When the first opener was called, everybody flopped down to the beach decked out head-to-toe in heavy rubber rain gear. You could pick out the old salts by how they wore it. The rookies looked awkward and nervous. The old pros, cool as a cucumber. A bulldozer chugged up the beach, hooked up to a skiff, and dragged it into the surf. When our number was called, I swallowed my heart, climbed on board, and Jim lowered the engine.

There were three of us on the skiff. Jim, my able-bodied skipper and good friend, was driving. Brian was a timid and sweet kid of twenty, fresh off the plane from Ohio. And me — six weeks in Alaska, which made me a veteran in Brian’s eyes.

Our six nets were coiled on the deck. Each one was 250 feet long with a line of floats along the top edge and a lead-line along the bottom. Jim broke down the process in no uncertain terms:

“We’re gonna pull up to the first can, bow into the tide. You’ve got two clips — one on the lead end of the net, one tied to the bow. Clip the lead end to the can. See that guide line running between the cans? That gets clipped to the bow. When it’s clipped up, give me the thumbs up and stand back. But be ready. You’ve gotta have the tail clip ready. I’m going to tear ass down the guide line and at the other end is a ring. When that ring comes over the edge, you nail it with the clip. I kill the engine when I get close so we don’t overrun it — so if you miss it, the tide’s got us and you just flagged a net.”

Flagging a net is the scourge of the greenhorn. You miss the ring, the rushing tide balloons the net and rips the tail end out of your hand. You have to circle around, collect the net, restack it, and try again. Every miss is time your nets aren’t in the water. Dollar bills swimming up the Inlet into your competition’s nets.

Jim held the tail clip out. And in a split second I made a decision.

I knew that if I didn’t take that clip out of his hand and attempt the first set with every fiber of confidence I could summon, I would pass the duty to Brian.

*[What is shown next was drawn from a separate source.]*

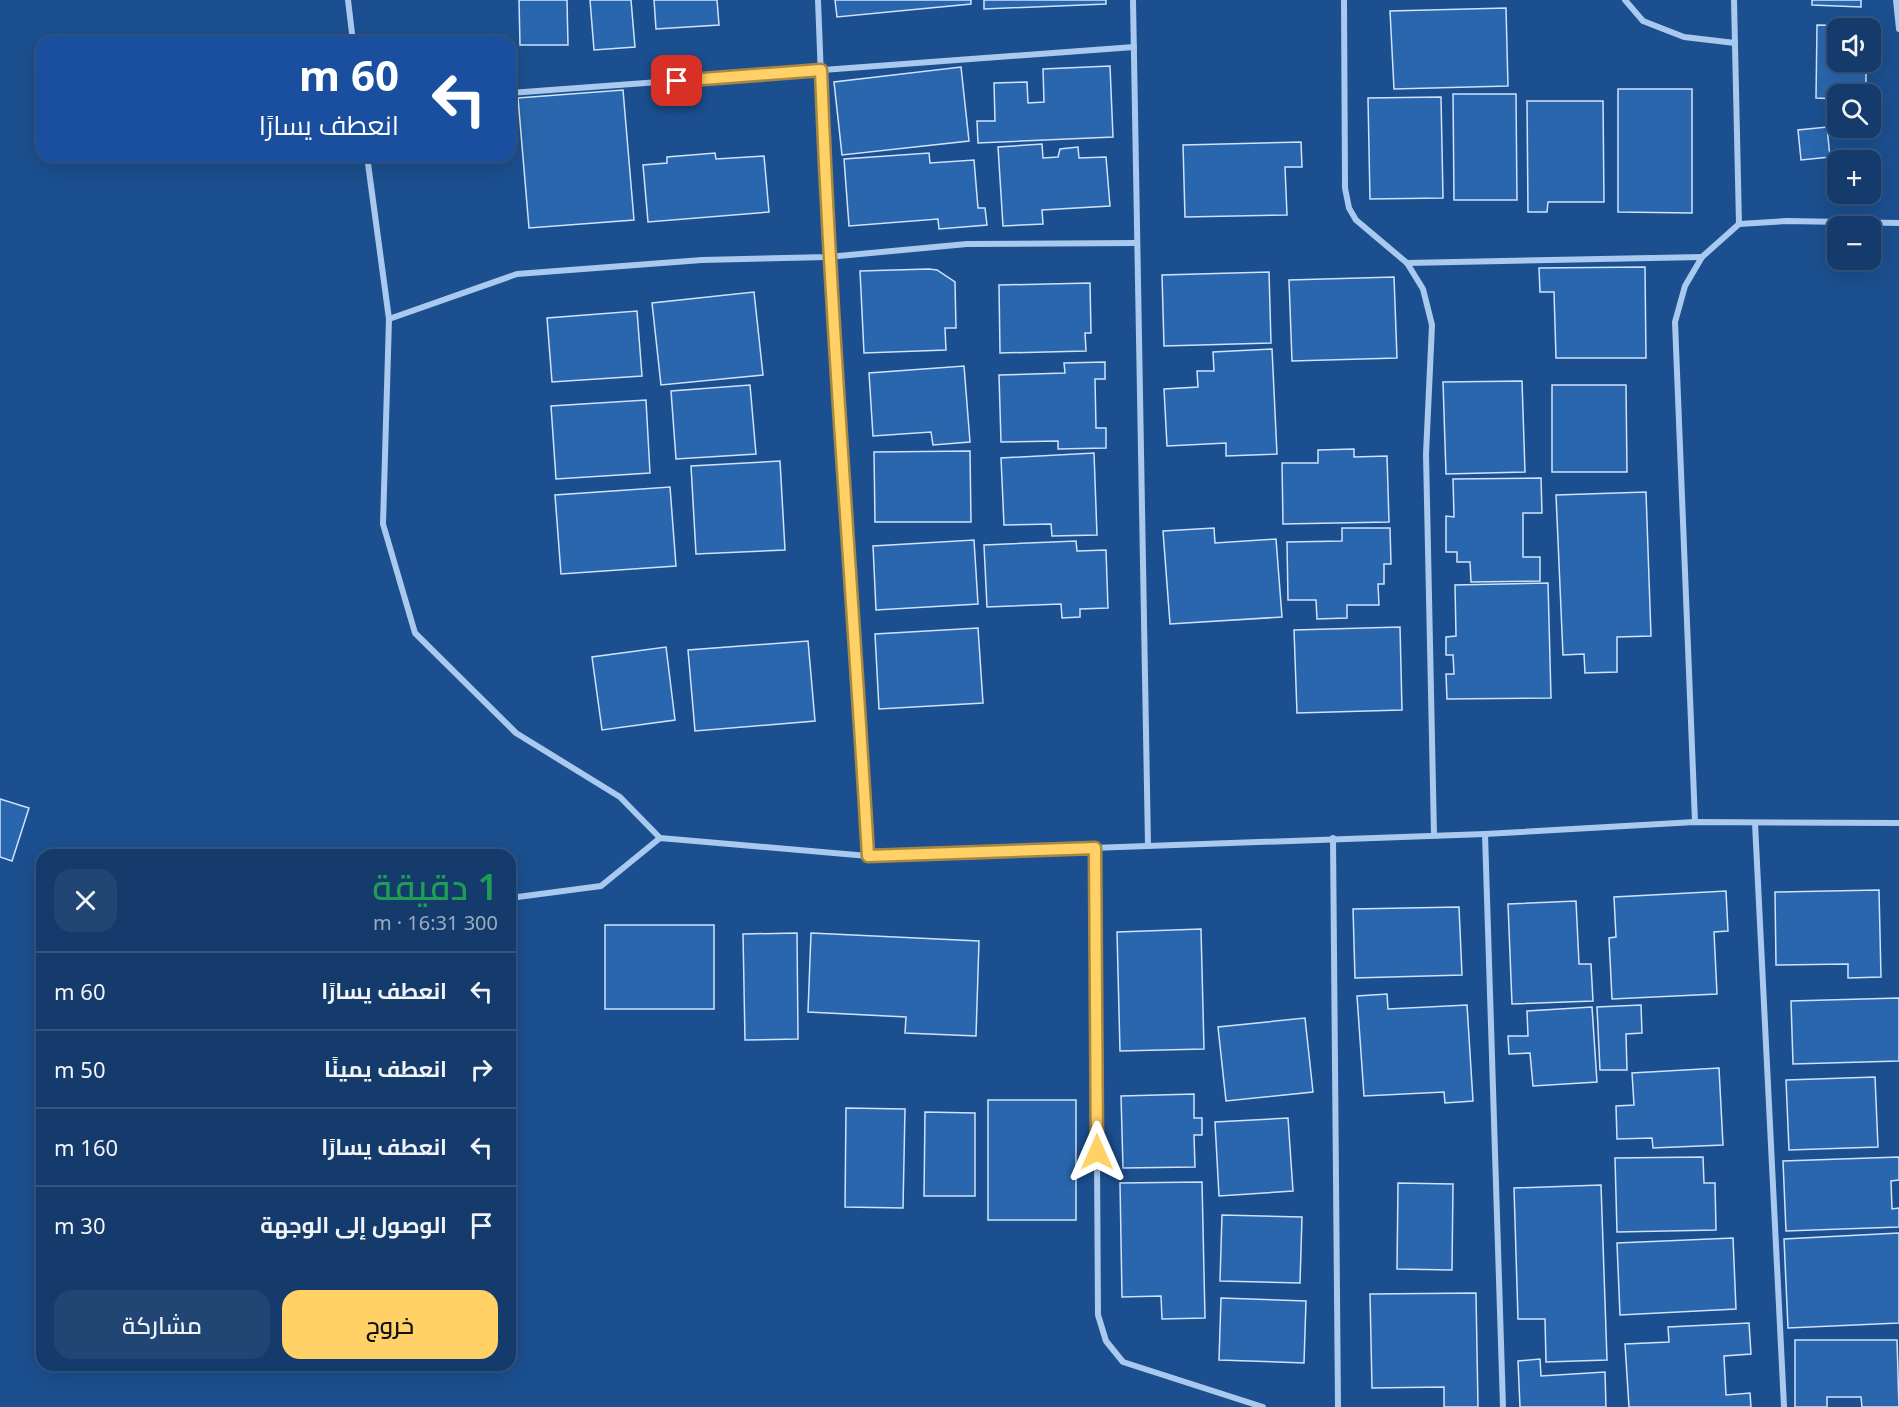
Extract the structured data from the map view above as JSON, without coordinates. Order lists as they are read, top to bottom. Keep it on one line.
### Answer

Brian would get the experience, become the natural candidate, and I would avoid it the entire season — just like I’d avoided the lav hose back on the tarmac in Anchorage. In that split second I chased the chain of thought to its end and found the sustenance of my own cowardice.

I took the clip.

Jim untied us and looped around to hit it from scratch. Brian on the lead clip. Me with the bow clip and tail clip ready. We hit the first can. Brian got the lead clip on at the moment I snapped the bow clip onto the guide line. Thumbs up. Jim let the boat drop back for half a second and gunned it.

Brian fell back on his ass. I was braced against the gunwale, watching the guide line whiz through the carabiner so fast that the saltwater soaking the rope came off in a rooster tail — a rooster tail that flailed around but mostly shot right in my face. Sea greenery caught on the line sprayed in too. The can was closing fast.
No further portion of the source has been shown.